Since first posting about Brian and my pending move from the States to South Korea, I have been giving all of you LoveEatRun readers some insight into the experience from my perspective. I’ve discussed the decision process in general, Brian finally signing with the Hanwha Eagles and leaving to meet the team, the lonely house and the hard – yet easy - decision for me to leave my current job to join him on this journey.
Seeing that so far everything about this process has come from my point of view, I wanted to share some things from Brian’s point of view and share the details of what he has been experiencing first-hand with his new team. I’m going to try to do these short question/answer sessions with him on a regular basis to give some life to what being an American on an international professional sports team is really like!
Interview #1: A New Experience with Spring Training and Getting to Know the Team and Korean Customs
What is the biggest difference between spring training for the Eagles and spring trainings that you have participated in back here with MLB?
This spring training has been nothing like I’ve ever seen in the states. There is activity on the field from 8:30 in the morning until camp breaks at 3 and then another session from 7-9. I’ve never seen a group of guys work as hard as they do here. It’s been seriously impressive and I look forward to seeing how it plays out during the season.
Have you found it difficult to communicate with your teammates and coaches because of the language barrier?
Communication has actually been very easy. Baseball has it’s own language so it’s not hard to follow what’s going on during drills. Also, quite a few of the players speak English and most know enough words to get their points across. They’re even helping me out with my Korean. I learned my first phrase today, An-nyeong-ha-se-yo, which means “good morning”. I plan on using it to greet my new teammates at our pre-breakfast stretch in the morning!!
What have you learned so far from your teammates about South Korea?
Well aside from a few Korean phrases, they’ve been teaching me a little bit about the culture. Koreans are a very polite people, always greeting and bowing to each other in respect. It’s really impressive watching the younger players interact with older players and even older coaches. Respecting your elders takes on a new meaning here. Really makes me realize how informal we are in the states. I’ve also learned that I really had no idea how to use chop sticks. There were quite a few laughs at the site of me attempting to eat rice with them, haha. But after some pointers and very vigilant observation I think I almost have the hang of it!!
What or who have you found most helpful in making your transition from American baseball to Korean baseball easier?
The great group of people this organization has assembled here. From the staff, to the players, to the assistants. Everyone has been amazing in helping make me feel comfortable and a part of the team. I’m extremely grateful to have been given the chance to work with such great guys.

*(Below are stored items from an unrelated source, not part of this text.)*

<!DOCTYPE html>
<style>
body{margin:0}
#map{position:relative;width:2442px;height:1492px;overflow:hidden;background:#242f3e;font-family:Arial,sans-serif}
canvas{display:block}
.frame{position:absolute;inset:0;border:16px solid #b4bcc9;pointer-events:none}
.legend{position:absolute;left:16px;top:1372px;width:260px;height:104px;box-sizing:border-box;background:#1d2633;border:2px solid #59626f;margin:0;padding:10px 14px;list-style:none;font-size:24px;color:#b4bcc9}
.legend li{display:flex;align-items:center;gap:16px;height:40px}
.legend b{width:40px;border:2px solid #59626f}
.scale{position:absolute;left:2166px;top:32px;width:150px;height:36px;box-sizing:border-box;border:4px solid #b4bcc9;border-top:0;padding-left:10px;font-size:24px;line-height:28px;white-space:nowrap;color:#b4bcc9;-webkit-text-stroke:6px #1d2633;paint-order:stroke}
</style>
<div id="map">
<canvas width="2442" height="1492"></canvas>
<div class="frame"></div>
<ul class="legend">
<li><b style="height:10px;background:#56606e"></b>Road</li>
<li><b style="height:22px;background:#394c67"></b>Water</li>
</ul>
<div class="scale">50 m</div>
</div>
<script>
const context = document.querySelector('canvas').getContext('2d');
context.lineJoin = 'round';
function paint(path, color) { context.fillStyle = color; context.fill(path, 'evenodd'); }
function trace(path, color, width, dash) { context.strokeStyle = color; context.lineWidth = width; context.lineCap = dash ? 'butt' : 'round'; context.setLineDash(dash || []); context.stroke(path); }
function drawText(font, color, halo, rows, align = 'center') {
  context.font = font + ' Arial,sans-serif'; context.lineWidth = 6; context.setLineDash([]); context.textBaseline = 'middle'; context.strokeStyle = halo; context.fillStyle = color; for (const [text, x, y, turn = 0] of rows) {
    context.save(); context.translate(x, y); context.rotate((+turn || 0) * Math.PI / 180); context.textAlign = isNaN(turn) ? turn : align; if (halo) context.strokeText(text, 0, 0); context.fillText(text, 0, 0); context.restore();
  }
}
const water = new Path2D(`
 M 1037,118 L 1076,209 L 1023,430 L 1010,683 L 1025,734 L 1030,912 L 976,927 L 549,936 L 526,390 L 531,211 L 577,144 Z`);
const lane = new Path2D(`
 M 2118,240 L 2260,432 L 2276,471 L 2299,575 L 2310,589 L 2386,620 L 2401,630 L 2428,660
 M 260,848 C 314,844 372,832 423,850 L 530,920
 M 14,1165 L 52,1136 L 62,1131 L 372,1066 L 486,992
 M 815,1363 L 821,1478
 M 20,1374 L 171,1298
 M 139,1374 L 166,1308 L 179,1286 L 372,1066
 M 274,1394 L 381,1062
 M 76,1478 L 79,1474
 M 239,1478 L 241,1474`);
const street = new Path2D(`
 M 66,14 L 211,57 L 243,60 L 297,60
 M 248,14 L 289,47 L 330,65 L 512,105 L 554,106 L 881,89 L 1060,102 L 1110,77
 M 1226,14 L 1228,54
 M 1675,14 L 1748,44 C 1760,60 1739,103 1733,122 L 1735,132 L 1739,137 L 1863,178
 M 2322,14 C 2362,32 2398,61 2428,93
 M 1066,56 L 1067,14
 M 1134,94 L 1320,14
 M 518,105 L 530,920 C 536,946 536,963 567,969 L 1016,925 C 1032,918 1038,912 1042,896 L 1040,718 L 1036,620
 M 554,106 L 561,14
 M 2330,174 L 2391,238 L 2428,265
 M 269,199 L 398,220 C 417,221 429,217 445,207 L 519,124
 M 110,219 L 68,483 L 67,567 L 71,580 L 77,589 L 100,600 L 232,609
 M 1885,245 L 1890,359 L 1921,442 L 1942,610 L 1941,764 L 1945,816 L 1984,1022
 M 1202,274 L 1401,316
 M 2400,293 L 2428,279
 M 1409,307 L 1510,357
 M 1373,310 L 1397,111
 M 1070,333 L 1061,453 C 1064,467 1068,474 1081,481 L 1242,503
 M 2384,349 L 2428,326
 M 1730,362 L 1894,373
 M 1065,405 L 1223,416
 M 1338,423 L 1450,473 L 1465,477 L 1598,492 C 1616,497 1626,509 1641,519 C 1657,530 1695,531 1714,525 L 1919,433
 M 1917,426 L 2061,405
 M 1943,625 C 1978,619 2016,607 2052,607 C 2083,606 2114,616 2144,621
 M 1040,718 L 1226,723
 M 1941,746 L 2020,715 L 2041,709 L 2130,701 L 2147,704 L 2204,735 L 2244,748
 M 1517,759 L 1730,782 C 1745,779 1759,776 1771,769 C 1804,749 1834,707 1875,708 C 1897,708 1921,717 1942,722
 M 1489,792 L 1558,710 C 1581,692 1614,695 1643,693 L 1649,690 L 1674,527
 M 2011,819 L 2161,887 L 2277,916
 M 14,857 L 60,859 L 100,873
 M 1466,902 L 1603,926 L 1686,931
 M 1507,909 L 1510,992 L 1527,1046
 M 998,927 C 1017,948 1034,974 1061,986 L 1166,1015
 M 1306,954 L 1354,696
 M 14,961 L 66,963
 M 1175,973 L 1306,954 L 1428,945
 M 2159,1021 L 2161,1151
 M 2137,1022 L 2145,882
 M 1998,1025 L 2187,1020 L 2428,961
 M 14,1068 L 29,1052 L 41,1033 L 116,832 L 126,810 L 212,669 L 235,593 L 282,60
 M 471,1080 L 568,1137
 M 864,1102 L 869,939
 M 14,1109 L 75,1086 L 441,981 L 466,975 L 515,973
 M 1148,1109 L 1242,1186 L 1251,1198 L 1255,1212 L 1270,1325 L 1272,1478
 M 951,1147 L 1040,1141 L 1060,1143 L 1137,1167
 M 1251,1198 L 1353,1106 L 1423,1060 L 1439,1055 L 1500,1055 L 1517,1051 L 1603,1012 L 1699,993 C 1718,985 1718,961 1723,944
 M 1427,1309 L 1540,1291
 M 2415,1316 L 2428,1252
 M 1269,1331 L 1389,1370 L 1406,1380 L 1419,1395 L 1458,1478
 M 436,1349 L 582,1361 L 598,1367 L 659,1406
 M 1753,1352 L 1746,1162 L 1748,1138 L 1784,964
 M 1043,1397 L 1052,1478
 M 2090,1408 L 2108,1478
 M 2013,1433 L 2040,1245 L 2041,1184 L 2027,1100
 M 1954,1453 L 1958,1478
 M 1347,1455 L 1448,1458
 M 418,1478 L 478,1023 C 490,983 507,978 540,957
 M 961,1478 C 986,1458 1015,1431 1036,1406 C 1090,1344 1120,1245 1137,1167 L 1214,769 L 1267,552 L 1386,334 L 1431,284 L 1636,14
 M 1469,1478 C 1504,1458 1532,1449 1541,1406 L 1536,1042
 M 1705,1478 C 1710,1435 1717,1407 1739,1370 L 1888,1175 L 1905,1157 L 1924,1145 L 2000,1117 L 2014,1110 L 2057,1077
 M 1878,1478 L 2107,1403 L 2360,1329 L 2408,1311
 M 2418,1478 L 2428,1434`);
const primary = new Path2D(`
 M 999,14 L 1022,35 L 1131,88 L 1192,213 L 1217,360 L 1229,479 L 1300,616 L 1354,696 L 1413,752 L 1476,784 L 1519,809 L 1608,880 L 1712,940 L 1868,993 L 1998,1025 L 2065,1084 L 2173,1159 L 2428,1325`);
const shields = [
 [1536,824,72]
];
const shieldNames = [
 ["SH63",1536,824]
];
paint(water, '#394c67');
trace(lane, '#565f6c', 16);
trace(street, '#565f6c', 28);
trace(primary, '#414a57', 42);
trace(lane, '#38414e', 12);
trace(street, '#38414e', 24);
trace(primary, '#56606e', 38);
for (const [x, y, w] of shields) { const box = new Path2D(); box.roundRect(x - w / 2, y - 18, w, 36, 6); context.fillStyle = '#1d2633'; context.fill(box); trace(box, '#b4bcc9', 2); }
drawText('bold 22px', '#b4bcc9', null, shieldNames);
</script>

What were the reasons that you chose to pursue baseball in Korea? Did you have any specific things that you were particularly excited or nervous about with the opportunity?
Ever since my first experience with international baseball in the Olympic qualifier in ’05, I’ve wanted the opportunity to go abroad and play. I had my first real taste of it in ’07 when I played winter ball in Venezuela. I fell in love with the atmosphere and the intense passion the fans have for the game. And from everything I’ve heard, baseball in Korea is just as amazing, if not more so, than the winter ball experience. I’m beyond excited for opening day!!
What were some of your fears going into training with the Eagles?
I think my biggest fear was, and somewhat still is, the language barrier. Not knowing a single word of a language you are going to be engulfed in for the better part of a year is a pretty scary proposition. Luckily one of the guys on the staff speaks fluent English and has made himself available to me whenever I need him. (Thanks Phil, you’ve been a life saver!!)
By now you have had your fair share of Korean meals with the team? What has been your favorite food thus far? Anything that you haven’t liked?
I’ve been absolutely astonished by Korean food. All I’d ever heard about was kimchi and korean bbq and believe me, I was NOT looking forward to kimchi. Granted, there is PLENTY of kimchi at every meal, there are also plenty of other dishes that are DELICIOUS. I’ve had 3 meals a day and have yet to run into anything that I didn’t finish, and wouldn’t eat again. I’m a super picky eater and Korean food gets 2 thumbs up from me YUM!!!
What are you most looking forward to about the move to South Korea and the upcoming season?
I think I’m looking forward to the experience more than anything. I’ve never been to the Far East before and I’m excited to learn a new culture and see their way of life. It’s always fascinating to experience things I’ve only seen on television and in books. I’m also really excited to get to know my teammates better. They’ve been so great to me thus far, I’m really looking forward to starting the season and getting to know them better.